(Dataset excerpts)

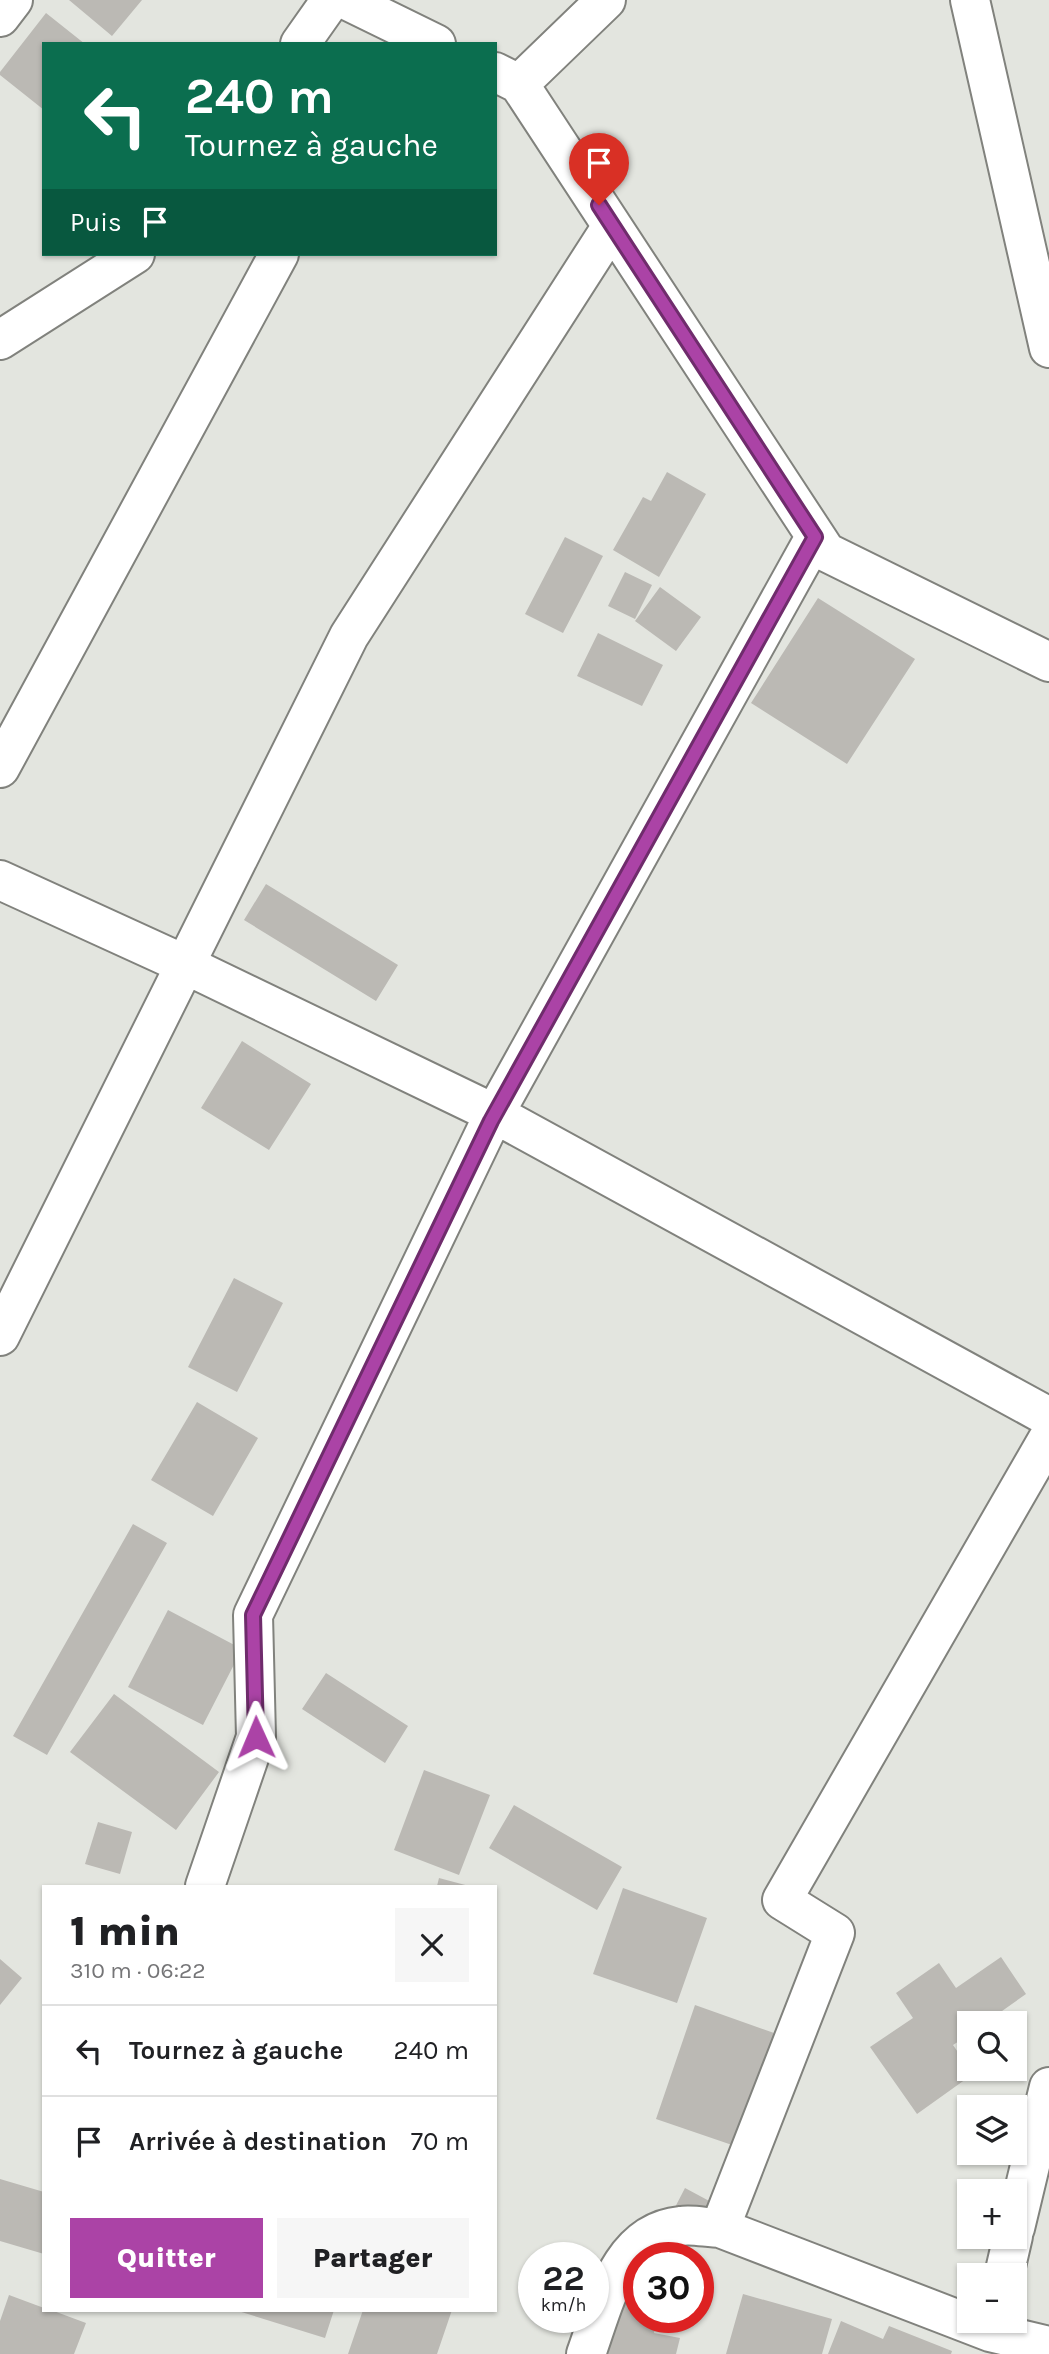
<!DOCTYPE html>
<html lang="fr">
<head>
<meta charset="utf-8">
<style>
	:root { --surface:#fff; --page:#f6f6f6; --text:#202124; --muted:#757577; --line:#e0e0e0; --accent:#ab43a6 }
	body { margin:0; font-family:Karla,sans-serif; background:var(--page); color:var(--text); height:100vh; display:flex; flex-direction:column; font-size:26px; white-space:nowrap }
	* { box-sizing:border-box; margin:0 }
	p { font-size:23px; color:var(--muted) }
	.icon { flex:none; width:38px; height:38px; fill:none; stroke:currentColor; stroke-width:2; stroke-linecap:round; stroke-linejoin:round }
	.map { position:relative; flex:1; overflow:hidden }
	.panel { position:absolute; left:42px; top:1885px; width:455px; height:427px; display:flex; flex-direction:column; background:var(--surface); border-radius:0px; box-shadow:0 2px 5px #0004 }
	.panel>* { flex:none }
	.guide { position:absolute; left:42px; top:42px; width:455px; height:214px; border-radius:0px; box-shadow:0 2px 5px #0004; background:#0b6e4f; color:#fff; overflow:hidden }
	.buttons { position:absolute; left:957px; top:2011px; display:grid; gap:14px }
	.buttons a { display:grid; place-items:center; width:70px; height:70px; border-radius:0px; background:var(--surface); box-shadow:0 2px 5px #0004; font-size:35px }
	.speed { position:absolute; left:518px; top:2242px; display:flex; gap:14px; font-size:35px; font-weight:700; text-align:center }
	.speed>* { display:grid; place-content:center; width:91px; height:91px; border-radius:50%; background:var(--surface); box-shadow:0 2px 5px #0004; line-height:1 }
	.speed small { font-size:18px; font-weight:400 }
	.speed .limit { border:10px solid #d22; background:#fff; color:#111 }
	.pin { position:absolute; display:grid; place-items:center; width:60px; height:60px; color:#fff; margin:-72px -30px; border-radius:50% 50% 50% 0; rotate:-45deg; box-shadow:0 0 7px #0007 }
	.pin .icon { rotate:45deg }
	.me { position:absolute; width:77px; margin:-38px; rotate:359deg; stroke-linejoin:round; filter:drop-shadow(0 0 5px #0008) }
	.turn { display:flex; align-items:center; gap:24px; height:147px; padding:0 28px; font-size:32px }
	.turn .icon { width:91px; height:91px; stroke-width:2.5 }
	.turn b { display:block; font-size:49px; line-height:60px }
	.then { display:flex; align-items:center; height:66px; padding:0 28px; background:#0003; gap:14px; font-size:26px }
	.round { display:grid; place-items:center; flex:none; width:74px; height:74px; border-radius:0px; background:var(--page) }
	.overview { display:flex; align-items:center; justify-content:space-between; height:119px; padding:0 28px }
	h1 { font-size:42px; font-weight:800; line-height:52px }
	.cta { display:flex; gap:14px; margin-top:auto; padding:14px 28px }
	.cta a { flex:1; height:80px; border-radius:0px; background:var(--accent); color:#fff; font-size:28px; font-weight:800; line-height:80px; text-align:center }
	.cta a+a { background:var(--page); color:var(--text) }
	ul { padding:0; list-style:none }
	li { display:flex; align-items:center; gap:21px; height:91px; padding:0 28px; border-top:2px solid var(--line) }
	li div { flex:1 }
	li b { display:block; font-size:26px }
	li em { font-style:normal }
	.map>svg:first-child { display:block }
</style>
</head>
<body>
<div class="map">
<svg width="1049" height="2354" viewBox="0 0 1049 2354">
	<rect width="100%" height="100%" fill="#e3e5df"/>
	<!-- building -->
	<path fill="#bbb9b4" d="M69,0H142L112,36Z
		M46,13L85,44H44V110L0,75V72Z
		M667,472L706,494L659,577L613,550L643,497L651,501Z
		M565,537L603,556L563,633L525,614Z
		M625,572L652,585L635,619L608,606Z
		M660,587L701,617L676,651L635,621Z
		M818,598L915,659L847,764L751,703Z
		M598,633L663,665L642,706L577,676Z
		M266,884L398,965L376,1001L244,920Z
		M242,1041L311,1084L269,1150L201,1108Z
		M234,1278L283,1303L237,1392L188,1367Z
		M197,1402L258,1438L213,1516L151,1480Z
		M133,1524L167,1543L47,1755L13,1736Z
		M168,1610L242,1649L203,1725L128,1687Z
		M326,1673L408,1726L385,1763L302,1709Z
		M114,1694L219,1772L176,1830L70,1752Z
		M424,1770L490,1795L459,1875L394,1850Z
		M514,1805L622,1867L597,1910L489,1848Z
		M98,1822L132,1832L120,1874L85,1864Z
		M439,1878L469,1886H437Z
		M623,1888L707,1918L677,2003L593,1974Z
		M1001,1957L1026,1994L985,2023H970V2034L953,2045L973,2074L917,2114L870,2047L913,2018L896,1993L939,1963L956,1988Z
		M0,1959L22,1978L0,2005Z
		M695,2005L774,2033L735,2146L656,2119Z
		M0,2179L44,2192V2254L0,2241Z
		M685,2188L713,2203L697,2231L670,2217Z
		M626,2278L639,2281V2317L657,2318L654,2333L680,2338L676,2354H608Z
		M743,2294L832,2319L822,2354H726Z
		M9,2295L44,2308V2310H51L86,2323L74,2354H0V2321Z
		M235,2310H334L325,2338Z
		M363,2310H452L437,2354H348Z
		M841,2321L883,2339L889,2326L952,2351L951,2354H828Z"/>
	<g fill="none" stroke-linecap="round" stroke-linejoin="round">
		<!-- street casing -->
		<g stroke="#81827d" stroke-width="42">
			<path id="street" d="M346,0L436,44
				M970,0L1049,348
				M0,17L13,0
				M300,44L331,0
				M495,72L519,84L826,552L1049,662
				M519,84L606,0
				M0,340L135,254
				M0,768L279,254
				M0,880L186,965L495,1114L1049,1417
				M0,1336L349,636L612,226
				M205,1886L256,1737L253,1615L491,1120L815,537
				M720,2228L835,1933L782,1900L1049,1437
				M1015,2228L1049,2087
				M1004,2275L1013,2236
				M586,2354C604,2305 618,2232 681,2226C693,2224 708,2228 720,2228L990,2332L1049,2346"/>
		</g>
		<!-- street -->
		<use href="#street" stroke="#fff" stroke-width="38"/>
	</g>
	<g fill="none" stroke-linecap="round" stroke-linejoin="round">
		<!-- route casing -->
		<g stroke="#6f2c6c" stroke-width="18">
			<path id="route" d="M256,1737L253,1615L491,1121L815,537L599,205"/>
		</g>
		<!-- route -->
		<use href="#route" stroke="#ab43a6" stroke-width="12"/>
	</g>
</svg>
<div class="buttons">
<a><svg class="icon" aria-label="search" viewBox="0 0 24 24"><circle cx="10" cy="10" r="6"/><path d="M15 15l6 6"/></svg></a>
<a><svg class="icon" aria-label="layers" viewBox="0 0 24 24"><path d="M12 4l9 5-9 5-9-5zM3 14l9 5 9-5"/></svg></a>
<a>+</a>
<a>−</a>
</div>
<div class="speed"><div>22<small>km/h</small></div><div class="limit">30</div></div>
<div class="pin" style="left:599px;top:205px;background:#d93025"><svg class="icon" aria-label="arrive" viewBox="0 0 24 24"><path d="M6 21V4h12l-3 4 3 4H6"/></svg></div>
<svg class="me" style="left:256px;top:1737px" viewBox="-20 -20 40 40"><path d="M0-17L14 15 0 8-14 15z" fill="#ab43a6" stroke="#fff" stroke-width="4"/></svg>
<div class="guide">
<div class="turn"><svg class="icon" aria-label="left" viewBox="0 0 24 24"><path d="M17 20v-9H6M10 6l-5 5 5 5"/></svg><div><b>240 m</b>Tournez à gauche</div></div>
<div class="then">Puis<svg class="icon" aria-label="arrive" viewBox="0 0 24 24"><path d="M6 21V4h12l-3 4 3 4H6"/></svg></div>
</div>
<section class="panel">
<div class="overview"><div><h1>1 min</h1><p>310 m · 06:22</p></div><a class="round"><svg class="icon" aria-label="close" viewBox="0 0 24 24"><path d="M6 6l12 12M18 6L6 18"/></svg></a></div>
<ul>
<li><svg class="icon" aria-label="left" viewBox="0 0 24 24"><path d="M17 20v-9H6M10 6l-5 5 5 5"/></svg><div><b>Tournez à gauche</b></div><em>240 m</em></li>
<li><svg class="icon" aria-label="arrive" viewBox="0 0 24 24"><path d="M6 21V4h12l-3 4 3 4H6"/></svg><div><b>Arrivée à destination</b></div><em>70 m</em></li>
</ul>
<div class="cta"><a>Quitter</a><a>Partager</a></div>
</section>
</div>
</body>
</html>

§ What the exercise asks
Only exact lines belong in the answer: those from the beginning of the entries above through the line holding "width:91px; height:91px; stroke-width:2.5", with no pictures.

§ Reply
<!DOCTYPE html>
<html lang="fr">
<head>
<meta charset="utf-8">
<style>
	:root { --surface:#fff; --page:#f6f6f6; --text:#202124; --muted:#757577; --line:#e0e0e0; --accent:#ab43a6 }
	body { margin:0; font-family:Karla,sans-serif; background:var(--page); color:var(--text); height:100vh; display:flex; flex-direction:column; font-size:26px; white-space:nowrap }
	* { box-sizing:border-box; margin:0 }
	p { font-size:23px; color:var(--muted) }
	.icon { flex:none; width:38px; height:38px; fill:none; stroke:currentColor; stroke-width:2; stroke-linecap:round; stroke-linejoin:round }
	.map { position:relative; flex:1; overflow:hidden }
	.panel { position:absolute; left:42px; top:1885px; width:455px; height:427px; display:flex; flex-direction:column; background:var(--surface); border-radius:0px; box-shadow:0 2px 5px #0004 }
	.panel>* { flex:none }
	.guide { position:absolute; left:42px; top:42px; width:455px; height:214px; border-radius:0px; box-shadow:0 2px 5px #0004; background:#0b6e4f; color:#fff; overflow:hidden }
	.buttons { position:absolute; left:957px; top:2011px; display:grid; gap:14px }
	.buttons a { display:grid; place-items:center; width:70px; height:70px; border-radius:0px; background:var(--surface); box-shadow:0 2px 5px #0004; font-size:35px }
	.speed { position:absolute; left:518px; top:2242px; display:flex; gap:14px; font-size:35px; font-weight:700; text-align:center }
	.speed>* { display:grid; place-content:center; width:91px; height:91px; border-radius:50%; background:var(--surface); box-shadow:0 2px 5px #0004; line-height:1 }
	.speed small { font-size:18px; font-weight:400 }
	.speed .limit { border:10px solid #d22; background:#fff; color:#111 }
	.pin { position:absolute; display:grid; place-items:center; width:60px; height:60px; color:#fff; margin:-72px -30px; border-radius:50% 50% 50% 0; rotate:-45deg; box-shadow:0 0 7px #0007 }
	.pin .icon { rotate:45deg }
	.me { position:absolute; width:77px; margin:-38px; rotate:359deg; stroke-linejoin:round; filter:drop-shadow(0 0 5px #0008) }
	.turn { display:flex; align-items:center; gap:24px; height:147px; padding:0 28px; font-size:32px }
	.turn .icon { width:91px; height:91px; stroke-width:2.5 }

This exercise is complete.